We have already seen the distribution of incidents across age groups (across all crimes); there is a highly skewed distribution with a peak of crimes in the 15-20 age group.

Need help? Try Stackoverflow: https://stackoverflow.com/tags/ggplot2

In this lab we will focus on the distribution of incidents across age groups, broken down by type of crime (ANZSOC.Division):

Data Visualisations

library(ggplot2)
  1. The following code produces a bar plot of the number of incidents in each age group broken down by the type of crime.

    We can clearly see that some types of crime are more common than others (it helps a lot that the levels of ANZSOC.Division have been ordered by max peak already - otherwise there would be even more overlapping of bars!). It is also not too hard to see that some peaks are at higher age groups than 15-20, although it is not easy to tell exactly which crime types those correspond to because of the colour scale problems (see below). It also looks like the distributions all have a single peak, although it is hard to be sure because of the overplotting.

    ggplot(crimeAgeType) +
        geom_col(aes(Age, Freq, color=Var2, fill=Var2), position="identity",
                 just=0)

    In terms of overplotting, there is a problem with this plot because, for all but the “Homicide” category, the bars are at least partially obscured. In some cases, bars are completely obscured so it is impossible to see the full distribution of incidents across age groups for all crime types.

    In terms of colour use, we have a good example of using too many different colours.
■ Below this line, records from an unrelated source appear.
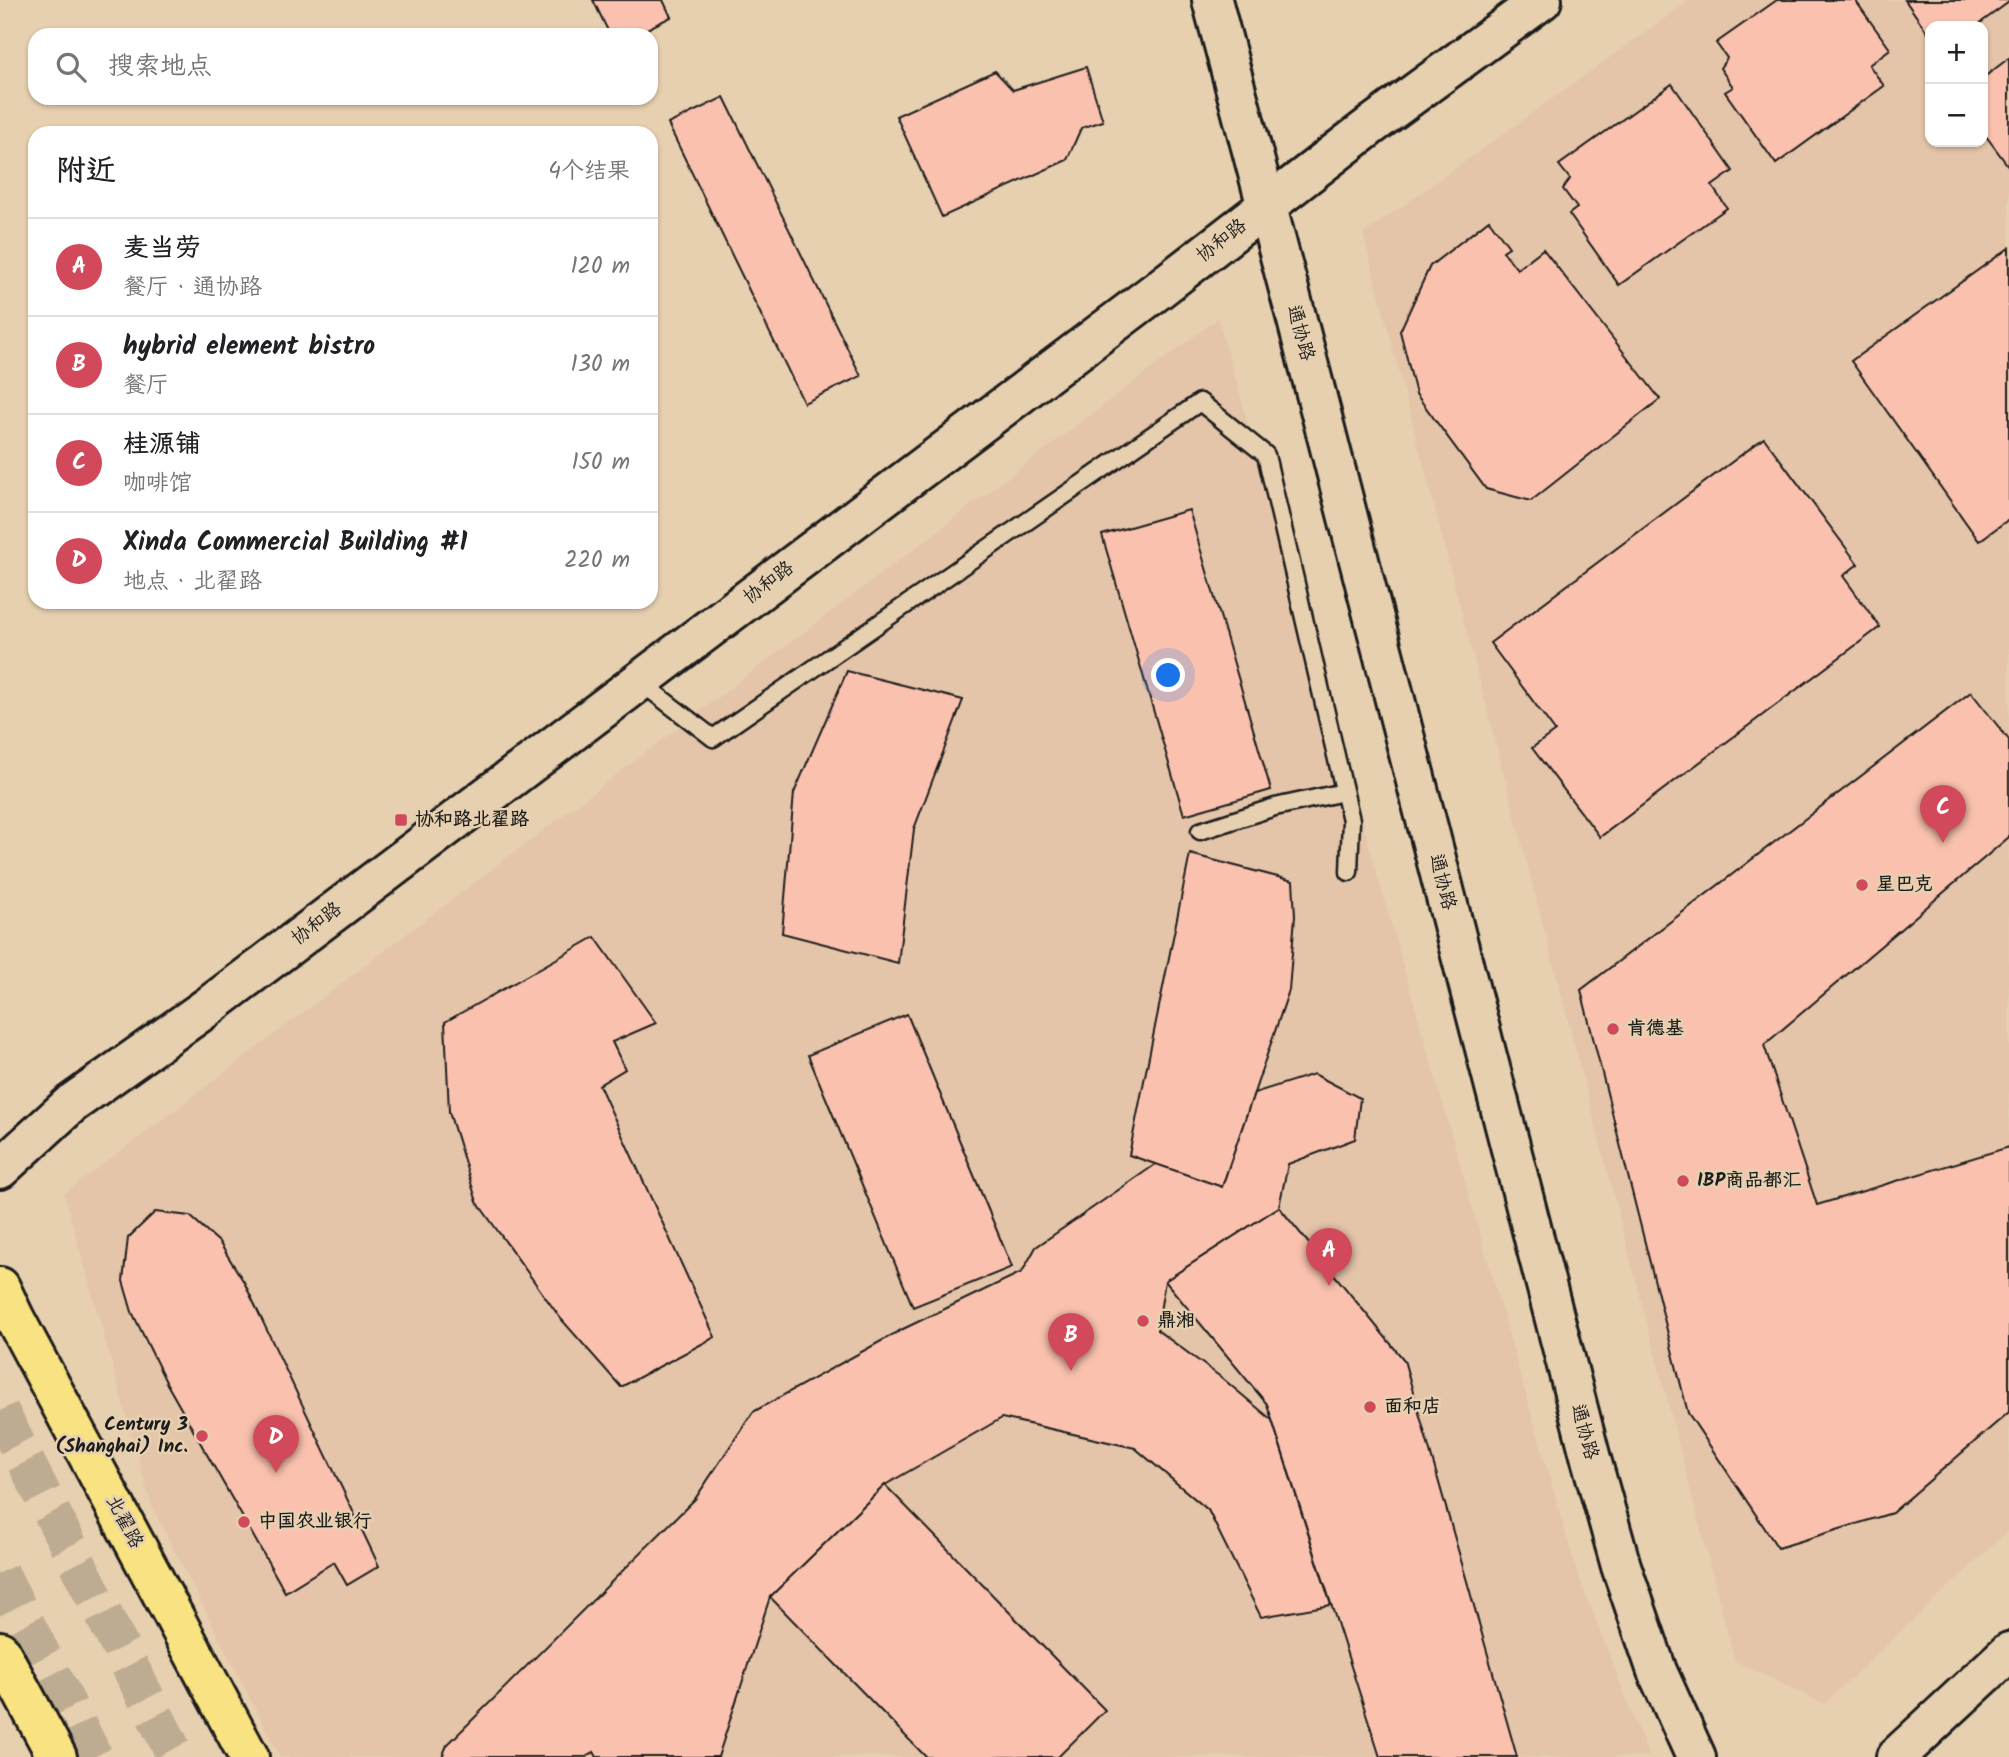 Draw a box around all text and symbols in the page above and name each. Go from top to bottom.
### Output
map controls [1925,21,1988,147]
button: + [1925,21,1988,84]
search box [28,28,658,105]
text: 搜索地点 [108,46,212,88]
icon: search [52,48,90,86]
button: − [1925,84,1988,147]
text: 附近 [56,148,116,196]
text: 4个结果 [548,154,630,190]
street label: 协和路 [1190,212,1254,270]
text: 麦当劳 [123,228,201,270]
text: A [72,249,86,285]
text: 120 m [570,249,630,285]
text: 餐厅 · 通协路 [123,270,262,306]
street label: 通协路 [1278,302,1322,364]
text: hybrid element bistro [123,326,375,368]
text: B [72,347,86,383]
text: 130 m [571,347,630,383]
text: 餐厅 [123,368,169,404]
text: 桂源铺 [123,424,201,466]
text: C [72,445,86,481]
text: 150 m [571,445,630,481]
text: 咖啡馆 [123,466,192,502]
text: Xinda Commercial Building #1 [123,522,467,564]
text: D [71,543,87,579]
text: 220 m [564,543,630,579]
street label: 协和路 [737,554,801,612]
text: 地点 · 北翟路 [123,564,262,600]
your location [1151,658,1185,692]
pin: C [1920,785,1966,843]
place label: 协和路北翟路 [415,805,529,835]
marker: 协和路北翟路 [393,812,409,828]
street label: 通协路 [1421,851,1463,913]
place label: 星巴克 [1876,870,1933,900]
marker: 星巴克 [1854,877,1870,893]
street label: 协和路 [285,895,349,953]
place label: 肯德基 [1627,1014,1684,1044]
marker: 肯德基 [1605,1021,1621,1037]
place label: IBP商品都汇 [1697,1166,1801,1196]
marker: IBP商品都汇 [1675,1173,1691,1189]
pin: A [1306,1228,1352,1286]
place label: 鼎湘 [1157,1306,1195,1336]
pin: B [1048,1313,1094,1371]
marker: 鼎湘 [1135,1313,1151,1329]
place label: 面和店 [1384,1392,1441,1422]
marker: 面和店 [1362,1399,1378,1415]
street label: 通协路 [1562,1401,1606,1463]
place label: Century 3 (Shanghai) Inc. [55,1410,188,1462]
pin: D [253,1415,299,1473]
marker: Century 3 (Shanghai) Inc. [194,1428,210,1444]
street label: 北翟路 [97,1490,151,1554]
place label: 中国农业银行 [258,1507,372,1537]
marker: 中国农业银行 [236,1514,252,1530]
This makes it very difficult to distinguish the different crime types from each other AND very difficult to match the bars in the main plot to the square regions in the legend.

    In terms of labelling, there are several problems: there is no title, the count on the y-axis is unexplained, and the legend title is uninformative. This makes it difficult to interpret what the bar plot is showing. In addition, the legend labels are too long, so the legend takes up too much of the plot.

    In terms of the principle of proportional ink, the bars all start at zero, which is appropriate. However, because the bars overlap each other, the visible part of the bars is not at all representative of the frequency of each age group, so we could say that the principle is not being upheld.

  2. The following code attempts to improve the plot by addressing several of the issues:

    • We can set alpha=.5 to make the fill of the bars semitransparent. However, semitransparency does not improve things much because there are so many overlapping bars. It is impossible to determine what most areas mean. If anything, the situation is worse.

      ggplot(crimeAgeType) +
          geom_col(aes(Age, Freq, color=Var2, fill=Var2), position="identity",
                   just=0, alpha=.3)

    • We can change to position="jitter" to jitter the bars. However, jittering does not help either. The jittering does not make it any easier to see bars that were previously overlapped.

      ggplot(crimeAgeType) +
          geom_col(aes(Age, Freq, color=Var2, fill=Var2), position="jitter")

      Using position="dodge" does reduce the overlap, but because there are some many bars and the legend takes up too much room, we cannot make out individual crime types at all.

      ggplot(crimeAgeType) +
          geom_col(aes(Age, Freq, color=Var2, fill=Var2), position="dodge")

      Using position="stack" also reduces overlap. However, now most of the bars do not have a common baseline, so it is actually harder to see peaks and overall shapes of distributions for different types of crime.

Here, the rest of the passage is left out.